I think you are getting kickstarter confused with patreon or something else because like I said kickstarter is for creative projects not to make a living off of.

I'm not getting Kickstarer confused with patreon or anything else. Kickstarter's intended purpose is for creative projects, but a lot of people use it to make a living off. YouTubers such as Venus4666 and MegaCaptialG make thousands of dollars each year and are asking people to donate money to improve their channels. This sounds shady because they earned the money on YouTube to support their channels.

Smosh had no business with a campaign for a game. The channel is projected to make 666K to 5.5M per year. That is more than enough money to make a quality game if you spend your money right.
 
I'd say it depends... the YouTube model can be extremely profitable for a one or two man operation with very little expenses, but if there's a production team with lots of overhead it's not a sound model. That's why you don't see much success when big production companies try and make a profitable channel, or even YouTube giving big money to channels to create new series. They usually flop. The YouTube business model requires a lean operation. If you have one guy bringing in $500,000/year who works out of his house, bam, it's life changing income. If that same income has a production team of 5+ guys and a business/studio location and hires actors and rents Red Epic cameras and creates high budget videos, trying to make money with Adsense is not viable. Example Freddie Wong had a hugely successful kickstarter campaign for Video Game High School's next season. But his costs are very high to make those. If I started a kickstater campaign because I wanted a new high-end camera for my current videos, I'd be a scoundrel. If I wanted to a make a 'real' movie with real costs, not so much. Just my opinion on the subject.
 
Even if was just asking for money, there's nothing immoral about it unless they're taking money from people. If you ask someone for something and you aren't tricking them to get it, there's nothing immoral with it, doesn't matter if you're talking about money or anything else.

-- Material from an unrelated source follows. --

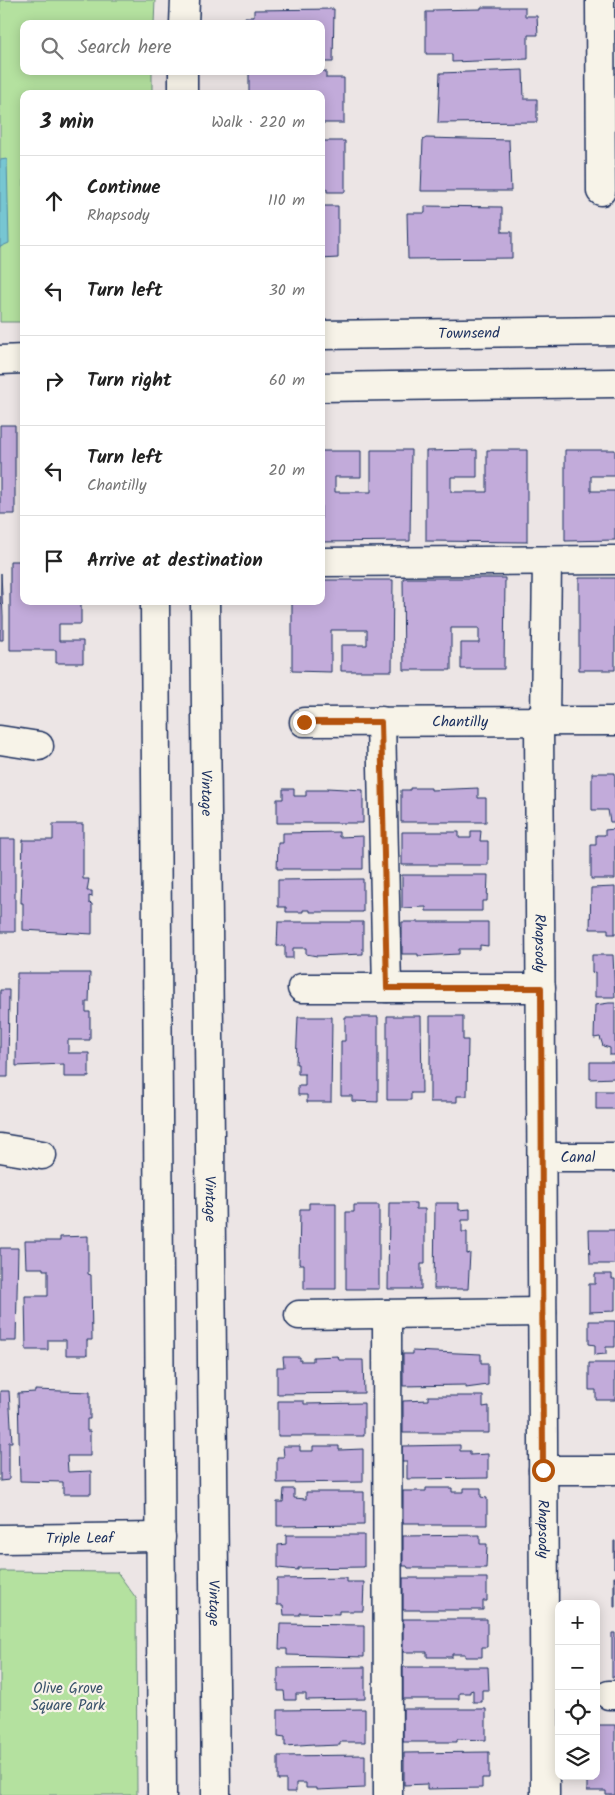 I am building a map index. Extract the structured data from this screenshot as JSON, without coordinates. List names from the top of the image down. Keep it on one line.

There actually is a moral issue. Let's say you buy a Big Mac at McDonald's. The cashier proceeds to ask you to make a donation to support their new and improved Big Mac recipe. This company has millions of dollars and is asking you to donate money to a project that they are able to fund without any problems. There is something wrong with this picture.
 
There actually is a moral issue. Let's say you buy a Big Mac at McDonald's. The cashier proceeds to ask you to make a donation to support their new and improved Big Mac recipe. This company has millions of dollars and is asking you to donate money to a project that they are able to fund without any problems. There is something wrong with this picture.

... and then you choose to not give them money for it and move on. You weren't harmed by their asking, and someone who is choosing to give this successful person or company money is doing so because they feel like it's worth it to some sense.

You could also argue that it's immoral to sell Legos because they're tiny pieces of cheap plastic that are being way overpriced for $.12 per piece. Except, people buy them, because they get value out of it. It doesn't matter that the company's successful; it's successful because it's selling a product that people are benefiting from enough to continue purchasing.

A YouTuber asks for money? If you don't want to donate, don't donate. You're not hurt by the asking. If you do want to support them, then you do so and you feel good about it. You donated because you're getting value from it; you feel better knowing that you helped a cause you care about.